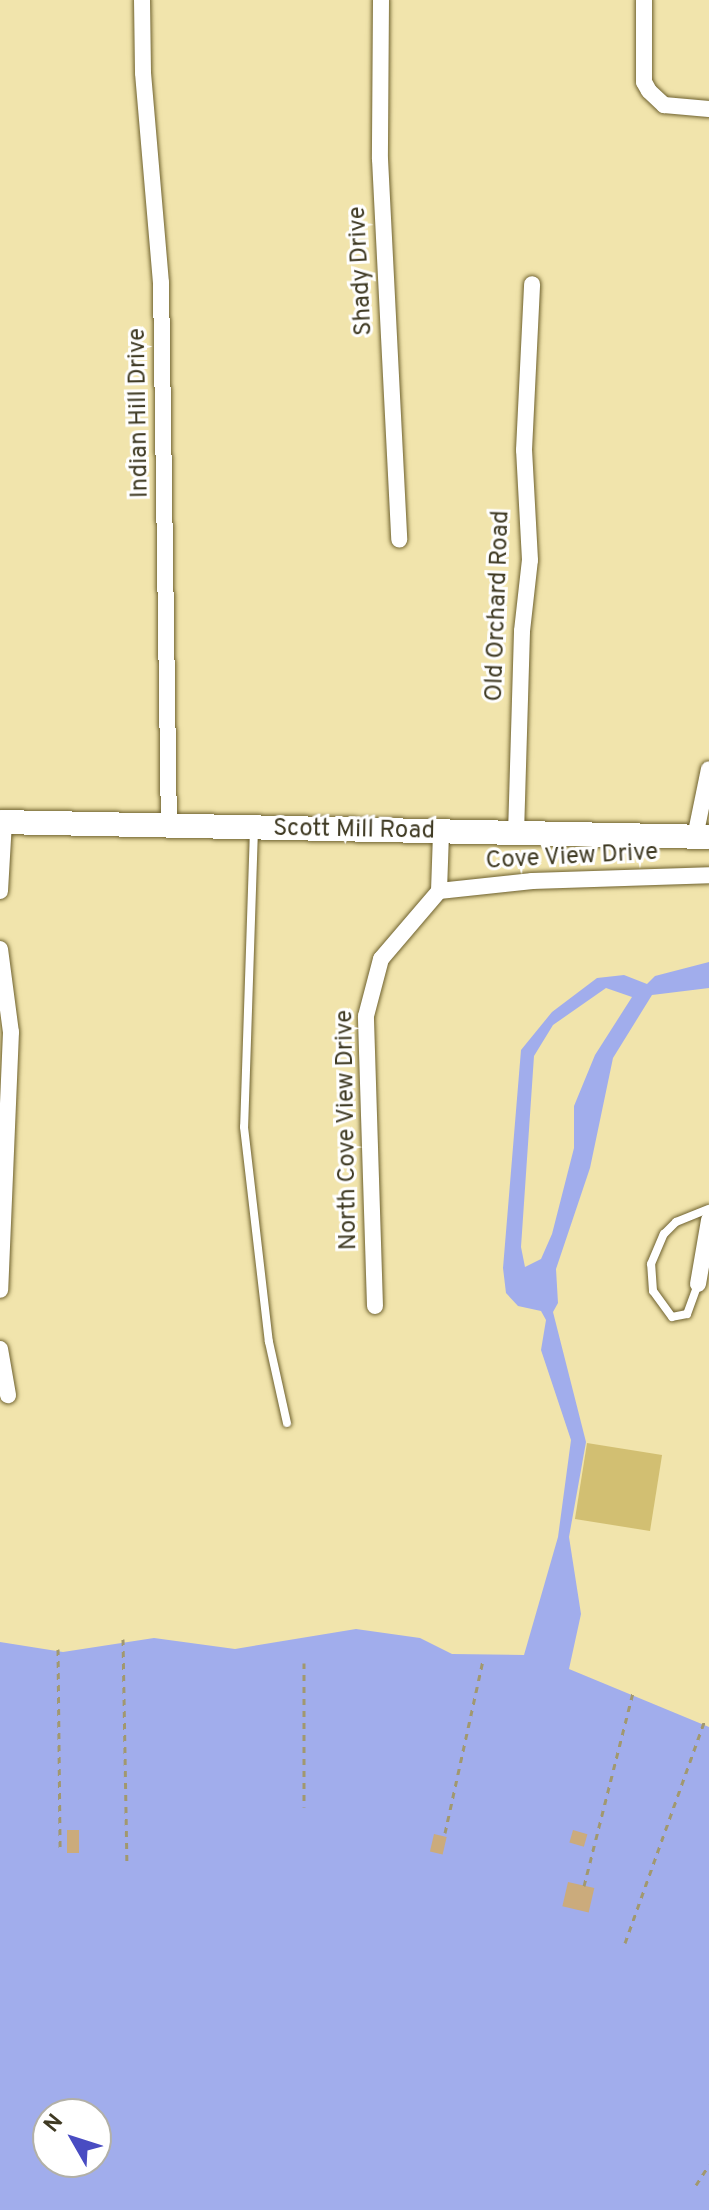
<!DOCTYPE html>
<html>
<head>
<meta charset="utf-8">
<style>
	body { margin:0 }
	#map { position:relative; width:709px; height:2210px; overflow:hidden; background:#f1e4ac; font-family:Overpass,sans-serif }
	div>[style] { position:absolute }
	[style*='--x'] { left:calc(var(--x)*1px); top:calc(var(--y)*1px); width:calc(var(--w)*1px); rotate:calc(var(--a)*1deg) }
	.green>* { inset:0; background:#d2bf72; transform-origin:0 0 }
	.water>* { inset:0; background:#a1adec }
	.building>* { inset:0; background:#cbab7c; transform-origin:0 0 }
	.path>* { height:3px; margin-top:-1.5px; transform-origin:0; background:repeating-linear-gradient(90deg,#a1986f 0 6px,transparent 0 12px) }
	.roads { filter:drop-shadow(0 0 2px #6e612e) drop-shadow(0 0 2px #6e612e) }
	.lane>* { height:8px; margin:-4px; padding:0 4px; transform-origin:4px; border-radius:4px; background:#fff }
	.street>* { height:16px; margin:-8px; padding:0 8px; transform-origin:8px; border-radius:8px; background:#fff }
	.secondary>* { height:24px; margin:-12px; padding:0 12px; transform-origin:12px; border-radius:12px; background:#fff }
	span { translate:-50% -50%; white-space:nowrap; text-align:center; line-height:1.15; -webkit-text-stroke:6px #fff; paint-order:stroke }
	.street-label { font-size:24px; color:#3f3a23 }
	.north { position:absolute; left:32px; top:2098px; width:80px; height:80px; box-sizing:border-box; background:#fff; border:2px solid #b2b0a7; border-radius:50%; rotate:309deg; font-size:22px; font-weight:700; line-height:32px; text-align:center; color:#3f3a23 }
	.north::after { content:''; display:block; margin:auto; width:28px; height:36px; background:#494cc2; clip-path:polygon(50% 0,100% 100%,50% 72%,0 100%) }
</style>
</head>
<body>
<div id="map">
	<div class="green">
		<i style="left:587px;top:1443px;width:76px;height:77px;rotate:9deg"></i>
	</div>
	<div class="water">
		<i style="clip-path:polygon(evenodd,709px 962px,709px 988px,652px 995px,613px 1058px,590px 1168px,556px 1269px,558px 1303px,553px 1312px,586px 1442px,569px 1537px,581px 1614px,569px 1669px,709px 1727px,709px 2210px,0 2210px,0 1642px,63px 1652px,154px 1638px,235px 1649px,356px 1629px,420px 1638px,452px 1654px,524px 1655px,558px 1537px,571px 1440px,541px 1350px,546px 1320px,541px 1311px,518px 1306px,506px 1293px,503px 1268px,521px 1050px,552px 1012px,597px 978px,624px 975px,647px 984px,655px 976px,709px 962px,606px 988px,632px 997px,595px 1055px,574px 1106px,574px 1148px,552px 1234px,541px 1259px,525px 1267px,521px 1247px,534px 1056px,553px 1025px,606px 988px,709px 962px,48px 2114px,96px 2114px,96px 2162px,48px 2162px,48px 2114px)"></i>
	</div>
	<div class="building">
		<i style="left:67px;top:1830px;width:12px;height:23px"></i>
		<i style="left:573px;top:1830px;width:15px;height:13px;rotate:16deg"></i>
		<i style="left:434px;top:1834px;width:13px;height:18px;rotate:13deg"></i>
		<i style="left:568px;top:1882px;width:27px;height:25px;rotate:13deg"></i>
	</div>
	<div class="path">
		<i style="--x:123;--y:1639;--w:224;--a:89"></i>
		<i style="--x:58;--y:1649;--w:202;--a:89.4"></i>
		<i style="--x:304;--y:1663;--w:144;--a:90"></i>
		<i style="--x:445;--y:1833;--w:177;--a:-77.6"></i>
		<i style="--x:584;--y:1886;--w:199;--a:-75.8"></i>
		<i style="--x:625;--y:1943;--w:237;--a:-70.3"></i>
		<i style="--x:696;--y:2185;--w:24;--a:-57"></i>
	</div>
	<div class="roads">
		<div class="lane">
			<i style="--x:254;--y:829;--w:298;--a:91.9"></i>
			<i style="--x:244;--y:1127;--w:216;--a:83.4"></i>
			<i style="--x:269;--y:1342;--w:83;--a:77.5"></i>
			<i style="--x:698;--y:1284;--w:32;--a:110"></i>
			<i style="--x:687;--y:1314;--w:15;--a:169"></i>
			<i style="--x:672;--y:1317;--w:32;--a:-126"></i>
			<i style="--x:653;--y:1291;--w:27;--a:-94"></i>
			<i style="--x:651;--y:1264;--w:33;--a:-67"></i>
			<i style="--x:664;--y:1234;--w:17;--a:-45"></i>
			<i style="--x:676;--y:1222;--w:35;--a:-22"></i>
		</div>
		<div class="street">
			<i style="--x:142;--y:0;--w:73;--a:89.2"></i>
			<i style="--x:143;--y:73;--w:211;--a:85.1"></i>
			<i style="--x:161;--y:283;--w:543;--a:89.16"></i>
			<i style="--x:381;--y:0;--w:159;--a:90.4"></i>
			<i style="--x:380;--y:159;--w:381;--a:87.1"></i>
			<i style="--x:644;--y:0;--w:82;--a:90"></i>
			<i style="--x:644;--y:82;--w:10;--a:61"></i>
			<i style="--x:649;--y:91;--w:21;--a:43"></i>
			<i style="--x:664;--y:105;--w:45;--a:5.1"></i>
			<i style="--x:516;--y:834;--w:203;--a:-88.3"></i>
			<i style="--x:522;--y:631;--w:71;--a:-83.6"></i>
			<i style="--x:530;--y:560;--w:110;--a:-93.1"></i>
			<i style="--x:524;--y:450;--w:166;--a:-87.2"></i>
			<i style="--x:695;--y:837;--w:69;--a:-78.4"></i>
			<i style="--x:0;--y:891;--w:69;--a:-86.7"></i>
			<i style="--x:439;--y:891;--w:94;--a:-6.1"></i>
			<i style="--x:532;--y:881;--w:177;--a:-1.9"></i>
			<i style="--x:0;--y:949;--w:84;--a:82.5"></i>
			<i style="--x:11;--y:1032;--w:258;--a:92.4"></i>
			<i style="--x:698;--y:1284;--w:65;--a:-80.2"></i>
			<i style="--x:375;--y:1306;--w:290;--a:-91.8"></i>
			<i style="--x:366;--y:1016;--w:59;--a:-75.3"></i>
			<i style="--x:381;--y:959;--w:89;--a:-49.5"></i>
			<i style="--x:439;--y:891;--w:58;--a:-88"></i>
			<i style="--x:0;--y:1349;--w:47;--a:80.1"></i>
		</div>
		<div class="secondary">
			<i style="--x:0;--y:822;--w:709;--a:1.21"></i>
		</div>
	</div>
	<div class="street-label">
		<span style="left:362px;top:271px;rotate:-93deg">Shady Drive</span>
		<span style="left:140px;top:413px;rotate:-91deg">Indian Hill Drive</span>
		<span style="left:499px;top:606px;rotate:-88deg">Old Orchard Road</span>
		<span style="left:354px;top:831px;rotate:1deg">Scott Mill Road</span>
		<span style="left:572px;top:858px;rotate:-3deg">Cove View Drive</span>
		<span style="left:348px;top:1130px;rotate:-91deg">North Cove View Drive</span>
	</div>
	<div class="north">N</div>
</div>
</body>
</html>
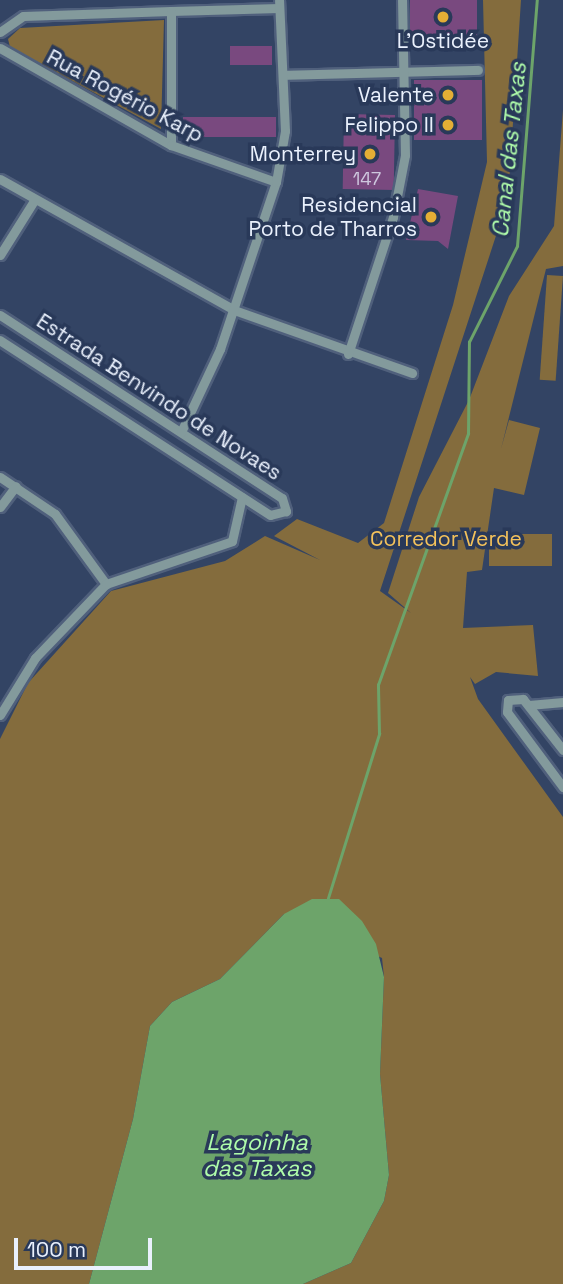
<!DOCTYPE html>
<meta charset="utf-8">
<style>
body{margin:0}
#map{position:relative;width:563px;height:1284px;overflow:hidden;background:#334464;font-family:"Space Grotesk",sans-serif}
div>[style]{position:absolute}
.green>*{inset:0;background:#846c3d;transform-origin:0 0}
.water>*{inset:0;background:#6da46a}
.stream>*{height:2.5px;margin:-1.25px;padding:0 1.25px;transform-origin:1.25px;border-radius:1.25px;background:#6da46a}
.building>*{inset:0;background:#79497f;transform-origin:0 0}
.roads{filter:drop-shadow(2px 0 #50607c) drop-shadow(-2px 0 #50607c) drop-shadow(0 2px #50607c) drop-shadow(0 -2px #50607c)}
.street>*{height:9px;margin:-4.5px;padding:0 4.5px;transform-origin:4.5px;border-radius:4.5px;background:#839a9c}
.dots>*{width:19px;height:19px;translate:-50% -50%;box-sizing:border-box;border:4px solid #293959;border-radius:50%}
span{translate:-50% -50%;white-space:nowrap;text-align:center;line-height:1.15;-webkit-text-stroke:7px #293959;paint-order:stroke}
.number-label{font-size:18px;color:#cec7de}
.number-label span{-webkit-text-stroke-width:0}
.poi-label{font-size:21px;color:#eaf1fd}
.right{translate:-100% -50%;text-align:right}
.street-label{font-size:21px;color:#eaf1fd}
.park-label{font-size:21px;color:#f4c25b}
.water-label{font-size:23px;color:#affcaa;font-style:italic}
.scale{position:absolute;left:14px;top:1238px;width:138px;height:32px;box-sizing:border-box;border:4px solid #eaf1fd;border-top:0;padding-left:9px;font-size:21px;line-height:24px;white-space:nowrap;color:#eaf1fd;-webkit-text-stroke:5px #293959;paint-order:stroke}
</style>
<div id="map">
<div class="green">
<div style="clip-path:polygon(483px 0,521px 0,508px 199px,380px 591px,411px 613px,388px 593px,419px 497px,469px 400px,509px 296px,554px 226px,563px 110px,563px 266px,546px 269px,501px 449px,509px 420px,540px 428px,524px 495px,494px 488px,482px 570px,467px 572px,463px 628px,533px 625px,538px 676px,496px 672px,475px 684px,470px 677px,478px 699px,563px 817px,563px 1284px,303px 1284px,351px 1263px,384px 1201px,389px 1175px,380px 1074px,384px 977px,382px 958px,284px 914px,220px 979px,172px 1002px,150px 1026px,133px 1119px,89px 1284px,0 1284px,0 739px,28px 683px,111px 591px,225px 561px,265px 536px,320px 560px,274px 536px,297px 519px,358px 543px,384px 523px,453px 305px,487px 162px)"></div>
<div style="clip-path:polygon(164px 20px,161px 129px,10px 47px,8px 39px,20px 28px)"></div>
<div style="left:547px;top:275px;width:16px;height:105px;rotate:4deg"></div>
<div style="left:489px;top:534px;width:63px;height:32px"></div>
</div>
<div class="water">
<div style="clip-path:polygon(312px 899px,339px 899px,362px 921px,376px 944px,384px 977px,380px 1074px,389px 1175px,384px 1201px,351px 1263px,303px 1284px,89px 1284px,133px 1119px,150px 1026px,172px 1002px,220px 979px,284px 914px)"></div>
</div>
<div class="stream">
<div style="left:328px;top:898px;width:172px;rotate:-72.7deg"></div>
<div style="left:379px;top:734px;width:49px;rotate:-91.2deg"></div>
<div style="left:378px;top:685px;width:267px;rotate:-70.3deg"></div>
<div style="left:468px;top:434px;width:92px;rotate:-89.4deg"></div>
<div style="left:469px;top:342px;width:107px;rotate:-63.4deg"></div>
<div style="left:517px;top:246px;width:247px;rotate:-85.4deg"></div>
</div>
<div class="building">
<div style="left:410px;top:0;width:67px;height:35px"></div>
<div style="left:230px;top:46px;width:42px;height:19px"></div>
<div style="left:482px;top:80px;width:60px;height:68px;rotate:90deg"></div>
<div style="left:344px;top:114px;width:51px;height:75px;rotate:1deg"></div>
<div style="left:276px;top:117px;width:20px;height:93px;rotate:90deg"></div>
<div style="clip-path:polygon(418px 189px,458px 196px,448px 249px,438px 241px,406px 240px)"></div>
</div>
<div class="roads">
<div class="street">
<div style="left:171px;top:11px;width:108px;rotate:-1.6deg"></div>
<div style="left:0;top:32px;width:28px;rotate:-35deg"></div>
<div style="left:23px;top:16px;width:148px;rotate:-1.9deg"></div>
<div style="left:171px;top:11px;width:134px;rotate:90deg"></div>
<div style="left:0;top:48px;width:197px;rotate:29.6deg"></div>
<div style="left:171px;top:145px;width:111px;rotate:19.4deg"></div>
<div style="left:283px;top:75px;width:195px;rotate:-1.5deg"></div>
<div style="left:0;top:179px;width:268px;rotate:29.2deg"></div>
<div style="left:234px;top:310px;width:189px;rotate:19.5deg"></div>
<div style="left:0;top:255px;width:66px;rotate:-58deg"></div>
<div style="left:0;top:315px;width:336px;rotate:33deg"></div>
<div style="left:282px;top:498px;width:14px;rotate:73deg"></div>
<div style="left:286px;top:511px;width:16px;rotate:166deg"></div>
<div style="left:270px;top:515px;width:322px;rotate:-147.1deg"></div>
<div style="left:348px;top:354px;width:144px;rotate:-71.8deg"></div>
<div style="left:393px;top:217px;width:63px;rotate:-79deg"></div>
<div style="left:405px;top:155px;width:155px;rotate:-91.1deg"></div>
<div style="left:181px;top:432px;width:92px;rotate:-64.8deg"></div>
<div style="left:220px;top:349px;width:176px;rotate:-71.5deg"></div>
<div style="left:276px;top:182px;width:52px;rotate:-80deg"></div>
<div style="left:285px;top:131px;width:131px;rotate:-92.6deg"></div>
<div style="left:0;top:477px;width:66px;rotate:33.9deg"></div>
<div style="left:55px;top:514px;width:87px;rotate:53.9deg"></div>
<div style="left:0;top:507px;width:26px;rotate:-53deg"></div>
<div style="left:529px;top:705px;width:34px;rotate:-5deg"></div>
<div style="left:0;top:715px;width:67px;rotate:-58.4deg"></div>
<div style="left:35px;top:658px;width:103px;rotate:-46.2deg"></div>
<div style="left:106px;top:584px;width:133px;rotate:-18.8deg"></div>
<div style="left:232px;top:541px;width:45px;rotate:-77.2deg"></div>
<div style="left:563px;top:750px;width:65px;rotate:-128.1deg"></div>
<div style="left:523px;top:699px;width:15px;rotate:176deg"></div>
<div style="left:508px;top:700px;width:12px;rotate:95deg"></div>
<div style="left:507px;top:712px;width:94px;rotate:53.3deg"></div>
</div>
</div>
<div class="dots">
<div style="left:443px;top:17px;background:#e4ae35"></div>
<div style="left:448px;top:95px;background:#e4ae35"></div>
<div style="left:448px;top:125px;background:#e4ae35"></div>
<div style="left:370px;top:154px;background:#e4ae35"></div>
<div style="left:431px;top:217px;background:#e4ae35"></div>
</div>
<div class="number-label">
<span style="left:367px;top:179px">147</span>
</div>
<div class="poi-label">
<span style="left:443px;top:41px">L'Ostidée</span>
<span class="right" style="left:434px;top:95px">Valente</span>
<span class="right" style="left:434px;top:125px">Felippo II</span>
<span class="right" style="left:356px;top:154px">Monterrey</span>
<span class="right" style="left:417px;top:217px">Residencial<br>Porto de Tharros</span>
</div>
<div class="street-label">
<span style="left:125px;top:96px;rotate:28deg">Rua Rogério Karp</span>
<span style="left:159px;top:397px;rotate:33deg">Estrada Benvindo de Novaes</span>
</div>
<div class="park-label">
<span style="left:446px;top:539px">Corredor Verde</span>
</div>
<div class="water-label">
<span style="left:509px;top:150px;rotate:-84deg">Canal das Taxas</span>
<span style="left:257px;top:1155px">Lagoinha<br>das Taxas</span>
</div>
<div class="scale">100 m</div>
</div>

> EXERCISE INSTRUCTIONS:
The word "stream" may appear in several lines of the data; copy every line where it does.

> ANSWER BOX:
.stream>*{height:2.5px;margin:-1.25px;padding:0 1.25px;transform-origin:1.25px;border-radius:1.25px;background:#6da46a}
<div class="stream">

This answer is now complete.